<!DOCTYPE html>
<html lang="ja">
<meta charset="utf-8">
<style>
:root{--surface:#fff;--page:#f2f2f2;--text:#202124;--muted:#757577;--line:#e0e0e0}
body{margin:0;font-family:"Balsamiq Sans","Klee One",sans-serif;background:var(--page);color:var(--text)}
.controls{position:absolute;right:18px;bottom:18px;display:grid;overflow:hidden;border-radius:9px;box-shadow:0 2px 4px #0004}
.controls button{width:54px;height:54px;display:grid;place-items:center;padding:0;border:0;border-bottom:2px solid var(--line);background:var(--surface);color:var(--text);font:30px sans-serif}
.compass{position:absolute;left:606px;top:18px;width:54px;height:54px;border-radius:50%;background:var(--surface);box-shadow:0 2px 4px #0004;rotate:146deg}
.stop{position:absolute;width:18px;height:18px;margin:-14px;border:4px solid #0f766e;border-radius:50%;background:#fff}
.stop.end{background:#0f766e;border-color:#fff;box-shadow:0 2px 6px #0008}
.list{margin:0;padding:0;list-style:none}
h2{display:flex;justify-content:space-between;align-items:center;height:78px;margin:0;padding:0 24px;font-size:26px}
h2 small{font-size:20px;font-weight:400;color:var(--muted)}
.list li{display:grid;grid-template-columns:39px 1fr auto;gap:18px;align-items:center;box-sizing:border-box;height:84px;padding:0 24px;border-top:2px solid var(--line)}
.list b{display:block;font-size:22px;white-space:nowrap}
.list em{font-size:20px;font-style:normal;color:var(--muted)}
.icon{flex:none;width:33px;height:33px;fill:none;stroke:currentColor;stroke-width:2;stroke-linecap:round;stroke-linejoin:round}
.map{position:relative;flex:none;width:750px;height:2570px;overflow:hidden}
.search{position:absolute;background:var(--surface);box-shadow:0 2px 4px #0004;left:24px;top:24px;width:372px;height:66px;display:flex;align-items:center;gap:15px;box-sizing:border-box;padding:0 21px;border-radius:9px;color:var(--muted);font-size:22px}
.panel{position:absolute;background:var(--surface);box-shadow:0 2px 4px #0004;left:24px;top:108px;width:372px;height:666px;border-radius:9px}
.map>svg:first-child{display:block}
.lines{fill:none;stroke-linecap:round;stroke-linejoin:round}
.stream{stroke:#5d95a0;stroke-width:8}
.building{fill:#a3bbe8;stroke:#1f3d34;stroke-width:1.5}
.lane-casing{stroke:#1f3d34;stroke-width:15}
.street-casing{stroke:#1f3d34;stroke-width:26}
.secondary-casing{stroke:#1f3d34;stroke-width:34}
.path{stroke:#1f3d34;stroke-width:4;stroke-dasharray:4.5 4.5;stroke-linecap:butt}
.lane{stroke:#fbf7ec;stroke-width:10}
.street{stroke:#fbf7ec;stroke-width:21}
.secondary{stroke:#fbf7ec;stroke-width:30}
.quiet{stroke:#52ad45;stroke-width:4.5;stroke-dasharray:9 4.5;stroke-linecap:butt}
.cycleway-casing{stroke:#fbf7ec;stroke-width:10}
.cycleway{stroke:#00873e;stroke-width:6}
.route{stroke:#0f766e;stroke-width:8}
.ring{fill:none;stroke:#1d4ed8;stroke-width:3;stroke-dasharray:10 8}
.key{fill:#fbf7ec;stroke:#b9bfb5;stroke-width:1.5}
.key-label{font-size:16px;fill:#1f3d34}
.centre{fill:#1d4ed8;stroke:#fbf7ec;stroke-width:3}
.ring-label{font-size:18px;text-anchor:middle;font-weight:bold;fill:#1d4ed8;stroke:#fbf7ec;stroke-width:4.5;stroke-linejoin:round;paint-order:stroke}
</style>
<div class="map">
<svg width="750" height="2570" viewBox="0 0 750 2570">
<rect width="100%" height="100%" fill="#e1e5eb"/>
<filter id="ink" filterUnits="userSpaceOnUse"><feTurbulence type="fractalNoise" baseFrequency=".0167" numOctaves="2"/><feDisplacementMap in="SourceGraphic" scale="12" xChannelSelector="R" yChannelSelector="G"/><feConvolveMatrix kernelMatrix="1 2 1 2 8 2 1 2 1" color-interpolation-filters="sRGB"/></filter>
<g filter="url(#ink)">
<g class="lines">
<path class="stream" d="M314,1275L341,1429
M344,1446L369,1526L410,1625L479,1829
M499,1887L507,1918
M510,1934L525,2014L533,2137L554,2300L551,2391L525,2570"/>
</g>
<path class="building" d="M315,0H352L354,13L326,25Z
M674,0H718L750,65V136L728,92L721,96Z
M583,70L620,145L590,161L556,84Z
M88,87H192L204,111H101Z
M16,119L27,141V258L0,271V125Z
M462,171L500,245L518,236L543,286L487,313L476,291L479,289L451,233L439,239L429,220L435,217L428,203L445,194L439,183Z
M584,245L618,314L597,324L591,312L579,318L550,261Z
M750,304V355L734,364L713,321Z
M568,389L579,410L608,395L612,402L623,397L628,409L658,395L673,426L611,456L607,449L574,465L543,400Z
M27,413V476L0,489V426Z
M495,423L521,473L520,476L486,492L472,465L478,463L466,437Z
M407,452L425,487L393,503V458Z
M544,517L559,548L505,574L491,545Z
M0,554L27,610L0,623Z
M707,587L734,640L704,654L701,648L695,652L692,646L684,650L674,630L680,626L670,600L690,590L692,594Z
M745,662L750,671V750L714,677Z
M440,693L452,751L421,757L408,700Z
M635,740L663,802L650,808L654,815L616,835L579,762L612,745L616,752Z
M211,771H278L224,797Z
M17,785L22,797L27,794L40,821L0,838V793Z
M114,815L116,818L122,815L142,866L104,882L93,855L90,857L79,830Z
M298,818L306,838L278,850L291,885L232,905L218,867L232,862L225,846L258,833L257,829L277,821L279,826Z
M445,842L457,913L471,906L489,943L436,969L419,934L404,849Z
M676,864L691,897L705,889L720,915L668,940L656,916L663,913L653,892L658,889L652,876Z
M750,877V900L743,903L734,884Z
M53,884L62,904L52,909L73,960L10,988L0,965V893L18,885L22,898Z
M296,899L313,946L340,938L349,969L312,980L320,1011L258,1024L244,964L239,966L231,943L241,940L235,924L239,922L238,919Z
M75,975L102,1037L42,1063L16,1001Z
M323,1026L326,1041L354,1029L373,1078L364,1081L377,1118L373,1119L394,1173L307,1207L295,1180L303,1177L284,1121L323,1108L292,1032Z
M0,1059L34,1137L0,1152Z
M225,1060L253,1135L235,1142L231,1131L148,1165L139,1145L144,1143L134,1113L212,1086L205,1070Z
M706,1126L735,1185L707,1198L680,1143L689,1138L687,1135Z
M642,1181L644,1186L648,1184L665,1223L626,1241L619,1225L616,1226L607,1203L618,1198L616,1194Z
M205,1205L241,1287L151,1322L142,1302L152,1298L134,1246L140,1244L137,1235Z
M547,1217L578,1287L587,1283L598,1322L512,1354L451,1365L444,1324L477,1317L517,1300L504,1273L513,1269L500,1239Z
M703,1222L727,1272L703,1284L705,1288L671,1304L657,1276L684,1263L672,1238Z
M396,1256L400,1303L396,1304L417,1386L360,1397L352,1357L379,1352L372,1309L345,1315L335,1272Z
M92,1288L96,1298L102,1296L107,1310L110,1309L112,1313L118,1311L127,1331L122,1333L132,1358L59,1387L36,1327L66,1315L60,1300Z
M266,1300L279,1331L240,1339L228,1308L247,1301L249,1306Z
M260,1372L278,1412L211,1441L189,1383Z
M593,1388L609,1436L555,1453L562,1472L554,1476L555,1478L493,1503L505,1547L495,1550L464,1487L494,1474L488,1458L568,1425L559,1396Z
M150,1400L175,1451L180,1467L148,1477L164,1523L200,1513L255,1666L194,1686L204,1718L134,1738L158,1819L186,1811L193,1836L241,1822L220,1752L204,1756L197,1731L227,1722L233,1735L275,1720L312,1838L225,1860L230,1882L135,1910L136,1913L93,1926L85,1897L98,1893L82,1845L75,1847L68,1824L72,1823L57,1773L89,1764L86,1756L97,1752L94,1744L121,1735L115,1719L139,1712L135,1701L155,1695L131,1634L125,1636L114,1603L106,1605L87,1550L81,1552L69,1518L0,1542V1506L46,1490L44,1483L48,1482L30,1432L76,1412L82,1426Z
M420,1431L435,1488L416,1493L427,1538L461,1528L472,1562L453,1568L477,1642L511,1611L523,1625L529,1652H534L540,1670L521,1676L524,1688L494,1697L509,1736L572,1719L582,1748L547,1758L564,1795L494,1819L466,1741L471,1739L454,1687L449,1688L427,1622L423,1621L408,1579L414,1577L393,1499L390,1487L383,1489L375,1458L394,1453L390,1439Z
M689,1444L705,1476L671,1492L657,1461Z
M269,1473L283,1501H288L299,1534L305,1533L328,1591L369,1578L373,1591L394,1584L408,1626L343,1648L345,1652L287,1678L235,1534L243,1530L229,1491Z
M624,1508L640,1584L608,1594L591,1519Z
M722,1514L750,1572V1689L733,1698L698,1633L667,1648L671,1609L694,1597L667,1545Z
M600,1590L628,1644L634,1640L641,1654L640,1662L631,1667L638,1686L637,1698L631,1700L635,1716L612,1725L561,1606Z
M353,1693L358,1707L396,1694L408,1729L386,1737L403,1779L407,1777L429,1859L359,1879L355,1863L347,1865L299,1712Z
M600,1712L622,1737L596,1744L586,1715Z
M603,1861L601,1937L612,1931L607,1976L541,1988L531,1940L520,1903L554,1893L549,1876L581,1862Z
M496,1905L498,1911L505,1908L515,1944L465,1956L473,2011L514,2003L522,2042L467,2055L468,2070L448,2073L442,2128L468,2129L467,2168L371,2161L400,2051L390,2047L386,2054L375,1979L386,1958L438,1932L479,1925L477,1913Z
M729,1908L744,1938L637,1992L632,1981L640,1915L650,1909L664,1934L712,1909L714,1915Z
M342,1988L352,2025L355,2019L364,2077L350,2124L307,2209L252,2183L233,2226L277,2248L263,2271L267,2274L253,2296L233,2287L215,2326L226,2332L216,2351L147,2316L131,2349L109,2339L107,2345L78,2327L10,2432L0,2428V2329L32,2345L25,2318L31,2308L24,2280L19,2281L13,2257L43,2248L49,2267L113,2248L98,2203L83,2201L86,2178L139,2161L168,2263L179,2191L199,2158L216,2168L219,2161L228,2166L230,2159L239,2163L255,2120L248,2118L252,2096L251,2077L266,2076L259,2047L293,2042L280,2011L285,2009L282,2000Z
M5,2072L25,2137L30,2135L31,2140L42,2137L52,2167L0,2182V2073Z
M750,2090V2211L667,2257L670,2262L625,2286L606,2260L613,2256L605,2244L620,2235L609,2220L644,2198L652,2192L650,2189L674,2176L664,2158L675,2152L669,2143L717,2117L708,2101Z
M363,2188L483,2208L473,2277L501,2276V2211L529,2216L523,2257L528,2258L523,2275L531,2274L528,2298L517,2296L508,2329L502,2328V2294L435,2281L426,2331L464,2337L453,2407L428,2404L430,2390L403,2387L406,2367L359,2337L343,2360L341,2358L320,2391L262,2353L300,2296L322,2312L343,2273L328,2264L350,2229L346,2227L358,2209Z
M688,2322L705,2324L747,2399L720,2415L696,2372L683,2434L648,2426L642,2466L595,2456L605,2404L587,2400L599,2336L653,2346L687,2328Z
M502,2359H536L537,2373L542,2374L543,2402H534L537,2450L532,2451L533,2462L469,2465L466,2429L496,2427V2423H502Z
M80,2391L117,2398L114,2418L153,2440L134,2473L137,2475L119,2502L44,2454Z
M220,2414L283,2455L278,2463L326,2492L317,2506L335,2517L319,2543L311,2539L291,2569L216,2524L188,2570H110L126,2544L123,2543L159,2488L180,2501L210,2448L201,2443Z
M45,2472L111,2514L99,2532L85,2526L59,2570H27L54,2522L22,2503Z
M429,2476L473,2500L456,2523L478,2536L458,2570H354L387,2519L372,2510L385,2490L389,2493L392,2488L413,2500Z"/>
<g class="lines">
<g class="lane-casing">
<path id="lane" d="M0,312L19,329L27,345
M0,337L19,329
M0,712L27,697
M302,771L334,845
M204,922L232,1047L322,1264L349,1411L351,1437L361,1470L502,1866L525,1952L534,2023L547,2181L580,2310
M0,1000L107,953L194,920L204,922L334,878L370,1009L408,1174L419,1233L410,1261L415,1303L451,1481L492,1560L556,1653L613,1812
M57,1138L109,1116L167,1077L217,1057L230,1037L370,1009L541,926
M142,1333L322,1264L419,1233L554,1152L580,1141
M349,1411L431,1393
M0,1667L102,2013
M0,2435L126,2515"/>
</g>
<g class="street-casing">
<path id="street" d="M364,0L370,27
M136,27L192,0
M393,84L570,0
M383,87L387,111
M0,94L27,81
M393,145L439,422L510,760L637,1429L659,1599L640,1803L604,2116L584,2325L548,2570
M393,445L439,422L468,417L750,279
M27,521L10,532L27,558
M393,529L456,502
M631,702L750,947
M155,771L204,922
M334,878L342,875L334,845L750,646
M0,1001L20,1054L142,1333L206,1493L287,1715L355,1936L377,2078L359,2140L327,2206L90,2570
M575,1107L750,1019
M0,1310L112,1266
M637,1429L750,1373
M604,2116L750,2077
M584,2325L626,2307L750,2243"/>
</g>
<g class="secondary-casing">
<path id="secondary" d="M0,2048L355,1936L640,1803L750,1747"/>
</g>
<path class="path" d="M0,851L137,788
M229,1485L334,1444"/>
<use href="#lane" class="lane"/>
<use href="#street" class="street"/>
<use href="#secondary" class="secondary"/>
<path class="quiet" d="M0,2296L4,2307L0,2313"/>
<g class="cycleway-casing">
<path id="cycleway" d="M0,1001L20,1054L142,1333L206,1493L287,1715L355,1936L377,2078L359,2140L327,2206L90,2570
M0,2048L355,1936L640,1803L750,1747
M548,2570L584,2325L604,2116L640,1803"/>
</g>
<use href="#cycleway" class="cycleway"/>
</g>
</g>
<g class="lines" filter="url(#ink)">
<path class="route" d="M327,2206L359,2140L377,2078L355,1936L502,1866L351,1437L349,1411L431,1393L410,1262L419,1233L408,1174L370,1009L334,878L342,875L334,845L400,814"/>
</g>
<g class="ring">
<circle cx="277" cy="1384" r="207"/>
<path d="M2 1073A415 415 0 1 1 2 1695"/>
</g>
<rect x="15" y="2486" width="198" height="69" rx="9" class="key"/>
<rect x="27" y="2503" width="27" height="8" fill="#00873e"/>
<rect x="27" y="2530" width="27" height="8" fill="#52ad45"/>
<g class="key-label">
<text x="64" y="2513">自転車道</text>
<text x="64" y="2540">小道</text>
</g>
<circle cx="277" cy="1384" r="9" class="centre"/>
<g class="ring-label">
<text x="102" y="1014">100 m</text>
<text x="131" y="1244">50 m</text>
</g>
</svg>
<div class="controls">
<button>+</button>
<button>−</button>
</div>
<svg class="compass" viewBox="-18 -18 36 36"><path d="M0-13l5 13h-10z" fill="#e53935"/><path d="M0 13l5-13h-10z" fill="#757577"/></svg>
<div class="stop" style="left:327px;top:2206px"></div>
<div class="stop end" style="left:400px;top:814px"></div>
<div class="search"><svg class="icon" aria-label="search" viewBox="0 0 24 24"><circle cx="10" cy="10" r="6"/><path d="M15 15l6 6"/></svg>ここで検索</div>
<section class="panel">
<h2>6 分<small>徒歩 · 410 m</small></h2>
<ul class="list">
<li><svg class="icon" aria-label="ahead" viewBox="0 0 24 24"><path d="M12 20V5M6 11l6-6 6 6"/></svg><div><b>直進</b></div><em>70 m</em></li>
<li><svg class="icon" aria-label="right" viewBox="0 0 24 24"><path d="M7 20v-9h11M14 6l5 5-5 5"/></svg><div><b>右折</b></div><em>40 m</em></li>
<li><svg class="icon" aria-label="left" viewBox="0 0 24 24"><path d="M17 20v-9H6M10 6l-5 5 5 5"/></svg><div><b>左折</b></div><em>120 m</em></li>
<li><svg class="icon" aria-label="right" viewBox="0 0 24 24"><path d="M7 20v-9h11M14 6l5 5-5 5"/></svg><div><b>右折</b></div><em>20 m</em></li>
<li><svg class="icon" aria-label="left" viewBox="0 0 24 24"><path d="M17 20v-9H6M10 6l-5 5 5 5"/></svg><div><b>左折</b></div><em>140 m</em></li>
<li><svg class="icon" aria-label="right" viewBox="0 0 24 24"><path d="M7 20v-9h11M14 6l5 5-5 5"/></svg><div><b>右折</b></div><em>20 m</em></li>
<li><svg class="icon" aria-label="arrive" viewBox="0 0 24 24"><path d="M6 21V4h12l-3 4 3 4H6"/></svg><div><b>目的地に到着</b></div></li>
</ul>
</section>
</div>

Exercise prompt: Every line above that holds the string "weight" counts once; give the total and nothing more.

Answer to this task: 2